▶ _Problem details_
From the entries that follow, copy every line with the word "serif".

--- Records to use Enclosed Below ---

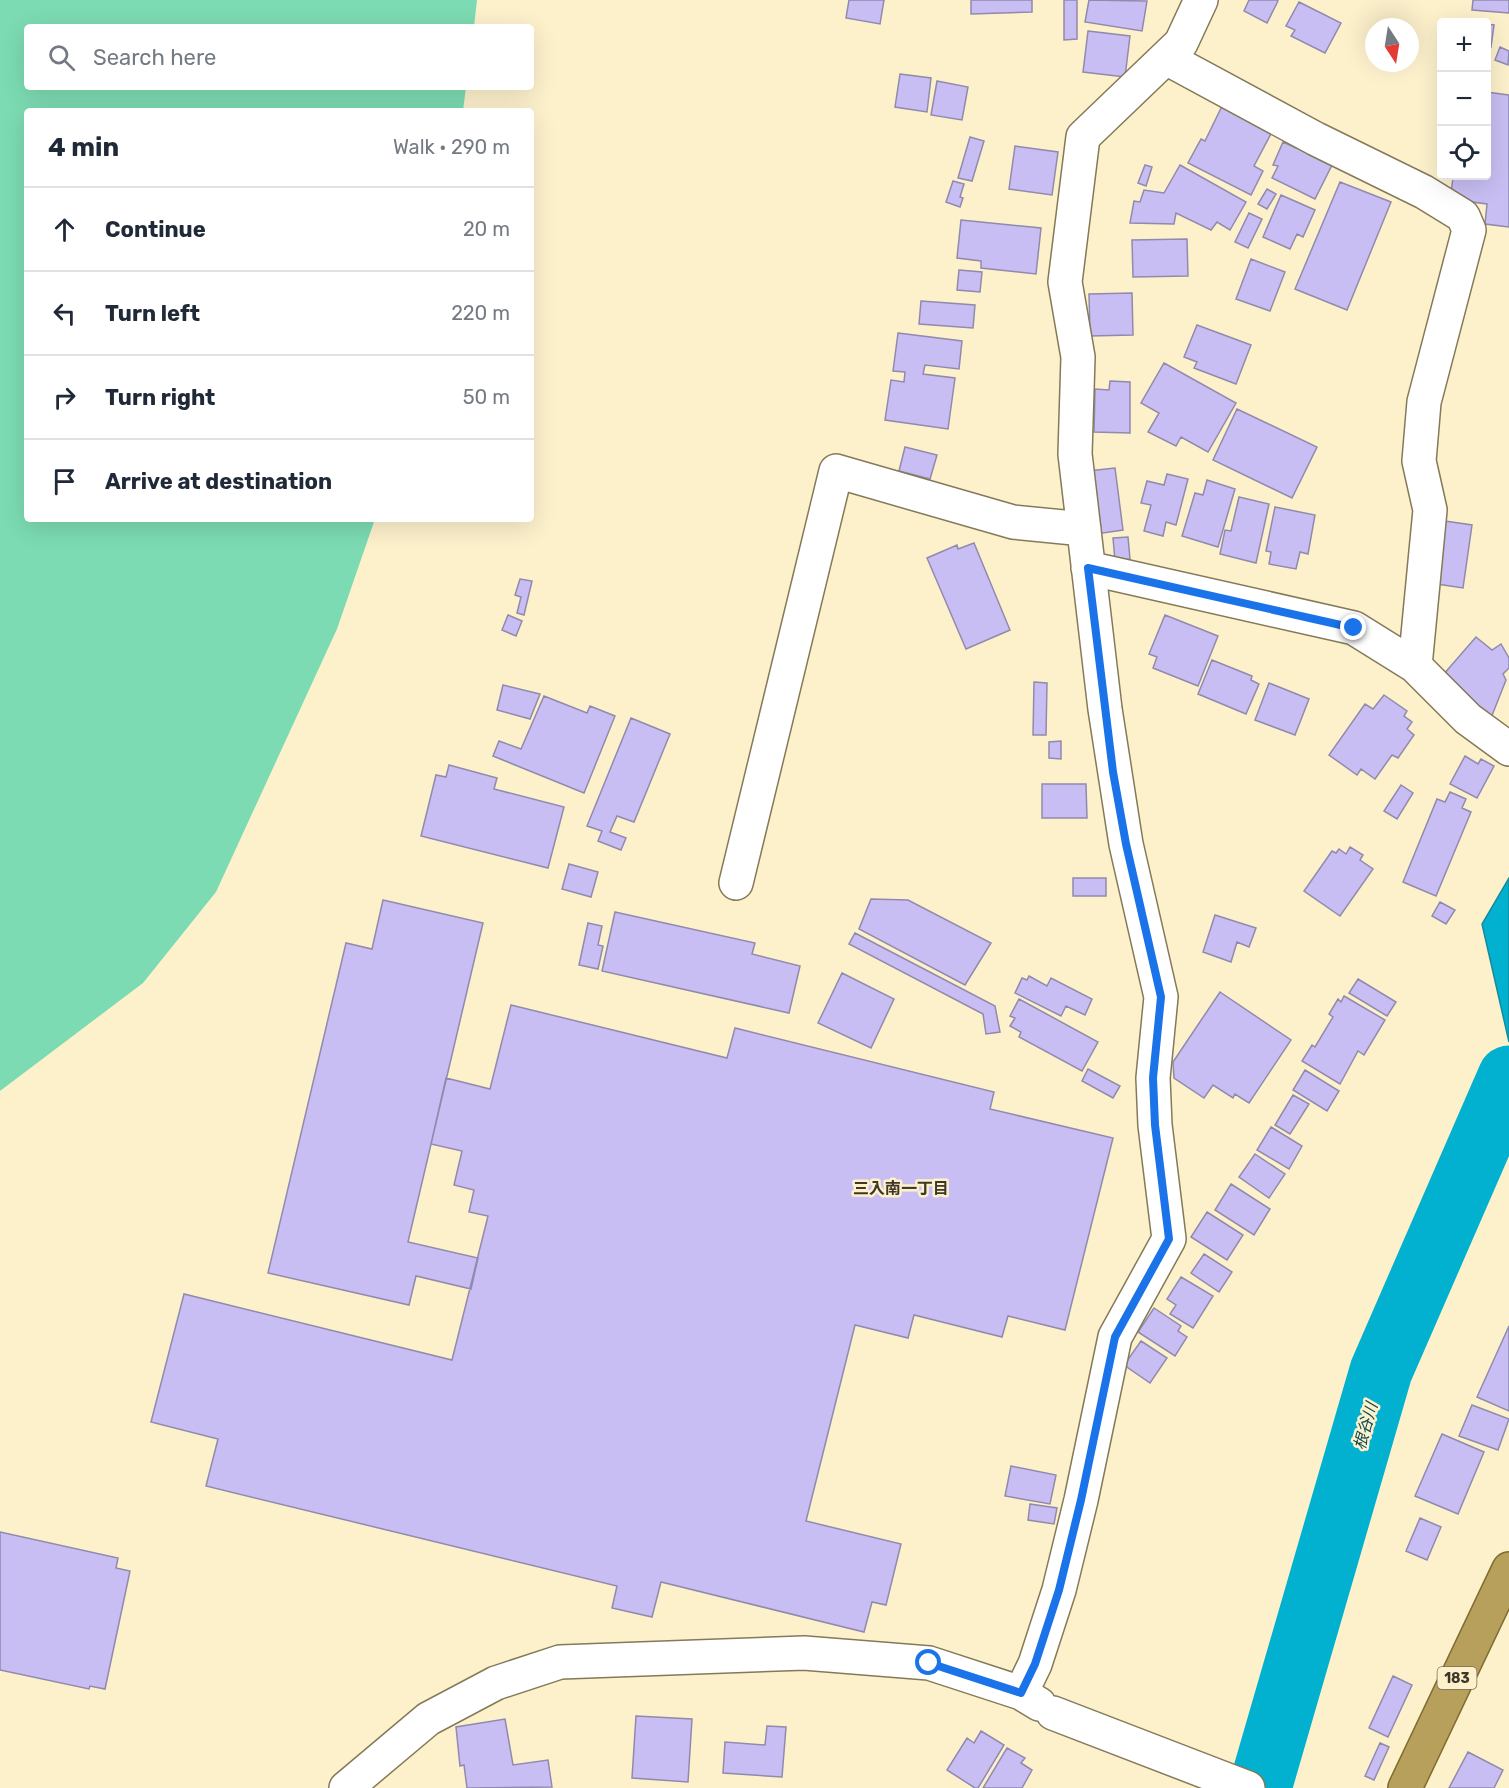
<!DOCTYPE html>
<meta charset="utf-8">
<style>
:root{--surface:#fff;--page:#f6f6f7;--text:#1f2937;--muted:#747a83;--line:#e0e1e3}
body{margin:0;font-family:Rubik,"Noto Sans JP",sans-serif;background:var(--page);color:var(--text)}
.controls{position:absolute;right:18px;top:18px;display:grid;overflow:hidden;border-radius:6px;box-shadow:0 6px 24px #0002}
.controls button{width:54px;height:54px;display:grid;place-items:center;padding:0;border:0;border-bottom:2px solid var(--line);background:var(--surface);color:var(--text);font:30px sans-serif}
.compass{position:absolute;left:1365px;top:18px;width:54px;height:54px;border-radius:50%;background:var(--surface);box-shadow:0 6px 24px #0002;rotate:168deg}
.stop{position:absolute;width:18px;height:18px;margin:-14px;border:4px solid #1a73e8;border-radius:50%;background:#fff}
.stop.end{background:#1a73e8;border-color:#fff;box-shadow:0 2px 6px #0008}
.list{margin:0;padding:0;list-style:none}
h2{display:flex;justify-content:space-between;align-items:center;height:78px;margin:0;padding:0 24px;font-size:26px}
h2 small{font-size:20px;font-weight:400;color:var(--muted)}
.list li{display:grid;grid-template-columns:39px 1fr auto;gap:18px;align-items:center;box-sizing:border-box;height:84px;padding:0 24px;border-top:2px solid var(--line)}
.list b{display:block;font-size:22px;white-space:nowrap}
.list em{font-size:20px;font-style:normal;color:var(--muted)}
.icon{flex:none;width:33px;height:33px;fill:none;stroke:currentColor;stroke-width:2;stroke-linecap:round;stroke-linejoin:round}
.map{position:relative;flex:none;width:1509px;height:1788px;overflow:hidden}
.search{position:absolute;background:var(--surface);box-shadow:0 6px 24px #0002;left:24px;top:24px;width:510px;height:66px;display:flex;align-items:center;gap:15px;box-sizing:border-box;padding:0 21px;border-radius:6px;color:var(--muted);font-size:22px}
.panel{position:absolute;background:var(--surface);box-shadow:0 6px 24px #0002;left:24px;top:108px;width:510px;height:414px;border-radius:6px}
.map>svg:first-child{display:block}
.green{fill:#7cdbb2}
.water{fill:#02b0cf;stroke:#138c9d;stroke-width:1.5}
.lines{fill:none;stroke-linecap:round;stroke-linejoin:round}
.river{stroke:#02b0cf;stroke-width:63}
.building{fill:#c8bef3;stroke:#908aac;stroke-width:1.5}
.minor-casing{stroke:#847958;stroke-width:36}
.tertiary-casing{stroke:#847958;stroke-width:36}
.trunk-casing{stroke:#7f6c30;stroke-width:36}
.minor{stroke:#fff;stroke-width:33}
.tertiary{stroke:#fff;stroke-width:33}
.trunk{stroke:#b6a05c;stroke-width:33}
.route{stroke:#1a73e8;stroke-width:8}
.labels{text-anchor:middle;stroke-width:5;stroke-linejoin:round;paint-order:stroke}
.shield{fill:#fdf1cc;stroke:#766f5a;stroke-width:1.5}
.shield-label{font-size:14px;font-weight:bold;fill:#3c3729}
.neighbourhood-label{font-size:16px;font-weight:bold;fill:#3c3729;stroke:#fdf1cc}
.water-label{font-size:16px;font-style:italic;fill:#0b4855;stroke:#fdf1cc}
</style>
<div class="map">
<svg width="1509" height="1788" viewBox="0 0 1509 1788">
<rect width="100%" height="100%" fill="#fdf1cc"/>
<path class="green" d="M 0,0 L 477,0 L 474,27 L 27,27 L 27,87 L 466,87 L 463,111 L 27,111 L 27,519 L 375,519 L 337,629 L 216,892 L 143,983 L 0,1091 Z"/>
<path class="water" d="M 1509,878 L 1509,1042 L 1482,924 Z"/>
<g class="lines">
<path class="river" d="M 1260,1788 L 1381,1371 L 1509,1077"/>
</g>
<path class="building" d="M 849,0 L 884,0 L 880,24 L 846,18 Z
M 971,0 L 1032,0 L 1032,12 L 971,14 Z
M 1064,0 L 1077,0 L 1077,39 L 1064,40 Z
M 1089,0 L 1147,1 L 1142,31 L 1085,22 Z
M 1249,0 L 1277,0 L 1278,1 L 1267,23 L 1244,11 Z
M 1473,0 L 1509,0 L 1509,13 L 1472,10 Z
M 1299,2 L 1341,23 L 1325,53 L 1291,36 L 1295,30 L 1286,26 Z
M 1486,24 L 1494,25 L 1491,47 L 1486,46 Z
M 1088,31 L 1130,36 L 1125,77 L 1083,72 Z
M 1500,47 L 1509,51 L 1508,65 L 1495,60 Z
M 900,74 L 931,78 L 927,112 L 895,107 Z
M 937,81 L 968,87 L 962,120 L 931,115 Z
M 1486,92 L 1509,95 L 1509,227 L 1485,224 L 1487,204 L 1450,199 L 1453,178 L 1442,177 L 1486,176 Z
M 1224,102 L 1274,128 L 1254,166 L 1263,171 L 1251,195 L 1188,163 L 1201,139 L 1205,141 Z
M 970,137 L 984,141 L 972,181 L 958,178 Z
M 1283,142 L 1296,148 L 1298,142 L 1335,159 L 1315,199 L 1272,178 L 1278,166 L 1273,165 Z
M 1015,146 L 1058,152 L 1052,195 L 1009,189 Z
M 1145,165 L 1152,167 L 1146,186 L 1138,183 Z
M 1180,165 L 1246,202 L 1230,230 L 1217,222 L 1211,230 L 1176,213 L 1174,224 L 1130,223 L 1134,201 L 1140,202 L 1144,190 L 1164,193 Z
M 953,181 L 964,184 L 960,197 L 963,198 L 960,207 L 946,202 Z
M 1340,182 L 1391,202 L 1347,310 L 1295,289 Z
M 1267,189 L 1276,194 L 1267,209 L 1258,204 Z
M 1281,195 L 1315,210 L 1303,237 L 1297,234 L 1290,249 L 1263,237 Z
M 1249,213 L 1262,219 L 1248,248 L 1235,242 Z
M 961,220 L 1041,228 L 1036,274 L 981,268 L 981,261 L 957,258 Z
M 1187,239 L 1188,276 L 1133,277 L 1132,240 Z
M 1251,259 L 1285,272 L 1270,311 L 1236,299 Z
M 959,270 L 982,272 L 980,292 L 957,290 Z
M 1132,293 L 1133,335 L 1090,336 L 1089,294 Z
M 921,301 L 975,305 L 973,328 L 919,324 Z
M 1197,325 L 1251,345 L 1236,384 L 1194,368 L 1197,362 L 1184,357 Z
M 898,333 L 962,341 L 959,369 L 925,365 L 923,374 L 955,378 L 948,429 L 885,420 L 891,380 L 904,382 L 905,372 L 893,371 Z
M 1164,363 L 1236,403 L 1208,452 L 1181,437 L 1176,446 L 1148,432 L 1159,413 L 1141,403 Z
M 1110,381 L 1130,382 L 1130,433 L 1094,432 L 1095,389 L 1109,390 Z
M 1237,409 L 1317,447 L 1292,498 L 1213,460 Z
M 905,447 L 937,455 L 930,479 L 899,471 Z
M 1115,468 L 1123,530 L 1096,534 L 1088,471 Z
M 1167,474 L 1188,479 L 1176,525 L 1166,522 L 1163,536 L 1144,531 L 1151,505 L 1141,503 L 1147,481 L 1164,485 Z
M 1207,480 L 1235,489 L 1218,547 L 1182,536 L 1195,493 L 1203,495 Z
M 1239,497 L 1269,504 L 1256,563 L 1220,554 L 1225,530 L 1231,531 Z
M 1275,507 L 1315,515 L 1308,554 L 1300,552 L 1296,569 L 1269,564 L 1271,552 L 1266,551 Z
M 1438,520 L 1472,525 L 1463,588 L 1437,584 Z
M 1128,537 L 1130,559 L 1115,561 L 1113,538 Z
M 974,543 L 1010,630 L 966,649 L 927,558 L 957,545 L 958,549 Z
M 520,579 L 532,581 L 524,615 L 517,613 L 521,597 L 515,595 Z
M 508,615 L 522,621 L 516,636 L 502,630 Z
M 1165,615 L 1218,636 L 1198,686 L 1153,668 L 1157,657 L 1149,654 Z
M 1476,637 L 1492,650 L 1501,644 L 1509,658 L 1509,668 L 1503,674 L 1506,680 L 1491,718 L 1443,675 Z
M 1212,660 L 1252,676 L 1251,680 L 1259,684 L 1246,714 L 1198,694 Z
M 1034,682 L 1047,683 L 1046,735 L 1033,735 Z
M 1269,683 L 1309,699 L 1295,735 L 1255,720 Z
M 503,685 L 540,694 L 530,719 L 497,710 Z
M 1384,695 L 1407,711 L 1404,716 L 1412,722 L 1407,729 L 1414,735 L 1398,758 L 1392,755 L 1375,779 L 1361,769 L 1357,775 L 1329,755 L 1365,704 L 1373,709 Z
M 544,696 L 587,713 L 590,706 L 615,716 L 584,793 L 493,756 L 499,741 L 521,749 Z
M 631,718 L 670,734 L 634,822 L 617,816 L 610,832 L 626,838 L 621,850 L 598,841 L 602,831 L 587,826 Z
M 1061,741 L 1061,759 L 1049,758 L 1049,742 Z
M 1465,756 L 1478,764 L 1481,759 L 1494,766 L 1477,798 L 1450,784 Z
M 449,765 L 497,778 L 494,789 L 564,807 L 548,868 L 421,836 L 436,775 L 446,777 Z
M 1042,784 L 1086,784 L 1087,818 L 1042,818 Z
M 1401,785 L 1413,793 L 1397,819 L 1384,811 Z
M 1450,792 L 1466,799 L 1462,808 L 1471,812 L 1436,896 L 1403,882 L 1437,799 L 1445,802 Z
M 1350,847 L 1363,855 L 1360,860 L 1373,869 L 1340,916 L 1304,891 L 1332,851 L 1336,853 L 1339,849 L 1346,854 Z
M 569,864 L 598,872 L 591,897 L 562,889 Z
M 1073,878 L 1106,878 L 1106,896 L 1073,896 Z
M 871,899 L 908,900 L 991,943 L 965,985 L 859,929 Z
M 383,900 L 483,923 L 408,1242 L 478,1258 L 471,1289 L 416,1276 L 409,1305 L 268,1273 L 346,943 L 372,949 Z
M 1440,902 L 1455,910 L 1446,924 L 1432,916 Z
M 615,912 L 755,943 L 752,954 L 800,966 L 789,1013 L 602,971 Z
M 1215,915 L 1256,928 L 1249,947 L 1237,942 L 1231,962 L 1203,952 Z
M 588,923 L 602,926 L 598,945 L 603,946 L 598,969 L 579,965 Z
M 855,933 L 995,1006 L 1000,1032 L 986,1034 L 983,1014 L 849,944 Z
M 842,973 L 894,999 L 871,1048 L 818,1023 Z
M 1029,976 L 1047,986 L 1051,978 L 1092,999 L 1085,1015 L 1066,1006 L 1061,1016 L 1015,993 L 1022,978 L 1027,980 Z
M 1358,979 L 1396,1002 L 1387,1016 L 1349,993 Z
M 1220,992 L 1291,1040 L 1249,1103 L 1235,1094 L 1233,1098 L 1213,1085 L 1204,1098 L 1174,1078 L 1173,1062 Z
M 1344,996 L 1385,1020 L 1364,1055 L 1358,1051 L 1340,1084 L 1302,1061 L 1312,1045 L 1315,1047 L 1333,1017 L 1329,1014 L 1338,999 L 1341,1002 Z
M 1019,999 L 1098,1042 L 1082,1071 L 1019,1037 L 1021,1032 L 1010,1026 L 1015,1018 L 1010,1016 Z
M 511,1005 L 727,1058 L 735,1028 L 994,1092 L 990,1109 L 1113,1138 L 1065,1330 L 1008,1316 L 1002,1337 L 914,1315 L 908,1338 L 855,1325 L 806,1521 L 901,1544 L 886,1605 L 872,1602 L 864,1632 L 661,1582 L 652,1617 L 612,1608 L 617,1586 L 206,1486 L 218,1439 L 151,1422 L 184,1294 L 452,1360 L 488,1216 L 469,1212 L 474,1190 L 454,1185 L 462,1151 L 431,1144 L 446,1078 L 490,1089 Z
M 1088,1069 L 1120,1086 L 1113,1098 L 1082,1081 Z
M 1305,1070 L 1339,1091 L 1327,1111 L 1293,1090 Z
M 1293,1095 L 1309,1104 L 1290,1134 L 1275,1125 Z
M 1271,1127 L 1302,1146 L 1289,1169 L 1257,1150 Z
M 1255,1154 L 1285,1174 L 1269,1198 L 1239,1177 Z
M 1231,1184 L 1270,1209 L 1254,1235 L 1215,1210 Z
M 1207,1212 L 1243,1235 L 1227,1260 L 1191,1237 Z
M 1204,1254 L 1232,1272 L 1219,1292 L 1191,1273 Z
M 1181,1277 L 1213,1296 L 1193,1328 L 1170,1314 L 1176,1305 L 1167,1299 Z
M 1154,1308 L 1181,1326 L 1178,1331 L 1187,1337 L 1175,1356 L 1138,1332 Z
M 1509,1326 L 1509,1411 L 1477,1397 Z
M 1141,1341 L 1167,1358 L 1150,1383 L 1124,1365 Z
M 1472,1405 L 1509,1419 L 1498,1450 L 1459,1436 Z
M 1442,1434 L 1484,1452 L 1458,1514 L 1415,1496 Z
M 1011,1466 L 1056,1475 L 1050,1504 L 1005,1496 Z
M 1030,1504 L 1057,1508 L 1054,1524 L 1028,1520 Z
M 1420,1518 L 1441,1527 L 1427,1560 L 1406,1551 Z
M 0,1532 L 118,1558 L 116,1568 L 130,1571 L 105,1689 L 90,1686 L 89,1689 L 0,1670 Z
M 1393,1676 L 1412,1685 L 1388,1737 L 1369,1728 Z
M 636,1716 L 692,1719 L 688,1782 L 632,1778 Z
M 505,1719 L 513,1765 L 548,1760 L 552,1787 L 467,1788 L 464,1765 L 460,1766 L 456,1727 Z
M 767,1726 L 786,1727 L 782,1777 L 723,1773 L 725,1742 L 765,1745 Z
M 981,1731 L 1004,1745 L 978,1788 L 975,1788 L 947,1770 L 967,1738 L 974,1743 Z
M 1380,1743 L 1389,1747 L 1374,1780 L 1365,1776 Z
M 1007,1748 L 1025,1758 L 1021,1763 L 1032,1770 L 1022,1788 L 983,1788 Z
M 1468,1752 L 1503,1770 L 1494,1788 L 1449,1788 Z"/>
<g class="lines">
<defs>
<path id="minor" d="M 1166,58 L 1316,139 L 1424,192 L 1463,216 L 1469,230 L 1424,402 L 1419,461 L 1430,510 L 1415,666
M 1088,568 L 1354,628 L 1415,666 L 1468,719 L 1509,749
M 736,883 L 836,471 L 1013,522 L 1084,529
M 1021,1693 L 1035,1664 L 1059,1590 L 1081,1500 L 1115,1337 L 1169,1239 L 1155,1125 L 1153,1078 L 1161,997 L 1126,844 L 1105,709 L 1075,454 L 1078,357 L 1065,282 L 1083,137 L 1181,43 L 1201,0
M 346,1788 L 428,1719 L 496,1683 L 560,1662 L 804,1653 L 929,1663 L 1021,1693 L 1039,1704"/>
<path id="tertiary" d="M 1053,1713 L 1248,1788"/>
<path id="trunk" d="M 1405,1788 L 1509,1569"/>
</defs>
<use href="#minor" class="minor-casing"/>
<use href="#tertiary" class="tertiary-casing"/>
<use href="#trunk" class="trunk-casing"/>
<use href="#minor" class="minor"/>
<use href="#tertiary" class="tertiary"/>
<use href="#trunk" class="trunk"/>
</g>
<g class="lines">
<path class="route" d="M 929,1663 L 1021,1693 L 1035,1664 L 1059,1590 L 1081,1500 L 1115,1337 L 1169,1239 L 1155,1125 L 1153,1078 L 1161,997 L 1126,844 L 1113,772 L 1088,568 L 1354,628"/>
</g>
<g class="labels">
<rect class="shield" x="1437.5" y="1667" width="39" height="22" rx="4.5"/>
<g class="shield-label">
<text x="1457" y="1683">183</text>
</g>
<g class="neighbourhood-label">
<text x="901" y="1194">三入南一丁目</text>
</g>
<g class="water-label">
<text transform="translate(1365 1426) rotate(-74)" y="6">根谷川</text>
</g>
</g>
</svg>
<div class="controls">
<button>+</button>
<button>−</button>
<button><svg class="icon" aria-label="locate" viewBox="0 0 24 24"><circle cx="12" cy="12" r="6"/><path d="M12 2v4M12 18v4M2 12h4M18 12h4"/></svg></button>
</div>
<svg class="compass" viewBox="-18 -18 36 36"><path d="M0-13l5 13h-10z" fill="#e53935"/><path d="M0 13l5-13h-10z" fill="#747a83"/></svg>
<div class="stop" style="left:929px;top:1663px"></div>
<div class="stop end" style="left:1354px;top:628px"></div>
<div class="search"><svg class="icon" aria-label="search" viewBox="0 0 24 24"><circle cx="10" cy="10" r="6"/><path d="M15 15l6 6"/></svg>Search here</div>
<section class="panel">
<h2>4 min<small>Walk · 290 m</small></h2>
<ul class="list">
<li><svg class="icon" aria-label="ahead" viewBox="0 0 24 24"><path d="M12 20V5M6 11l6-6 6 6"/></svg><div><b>Continue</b></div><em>20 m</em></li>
<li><svg class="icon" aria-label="left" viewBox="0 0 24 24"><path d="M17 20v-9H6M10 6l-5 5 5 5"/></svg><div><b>Turn left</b></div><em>220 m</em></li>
<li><svg class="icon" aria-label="right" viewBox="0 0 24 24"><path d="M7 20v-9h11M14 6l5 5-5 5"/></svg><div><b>Turn right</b></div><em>50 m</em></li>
<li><svg class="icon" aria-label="arrive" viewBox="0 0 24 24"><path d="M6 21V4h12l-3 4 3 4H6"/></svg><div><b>Arrive at destination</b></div></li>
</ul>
</section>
</div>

--- End of Enclosed Records to use ---

▶ _Result below_
body{margin:0;font-family:Rubik,"Noto Sans JP",sans-serif;background:var(--page);color:var(--text)}
.controls button{width:54px;height:54px;display:grid;place-items:center;padding:0;border:0;border-bottom:2px solid var(--line);background:var(--surface);color:var(--text);font:30px sans-serif}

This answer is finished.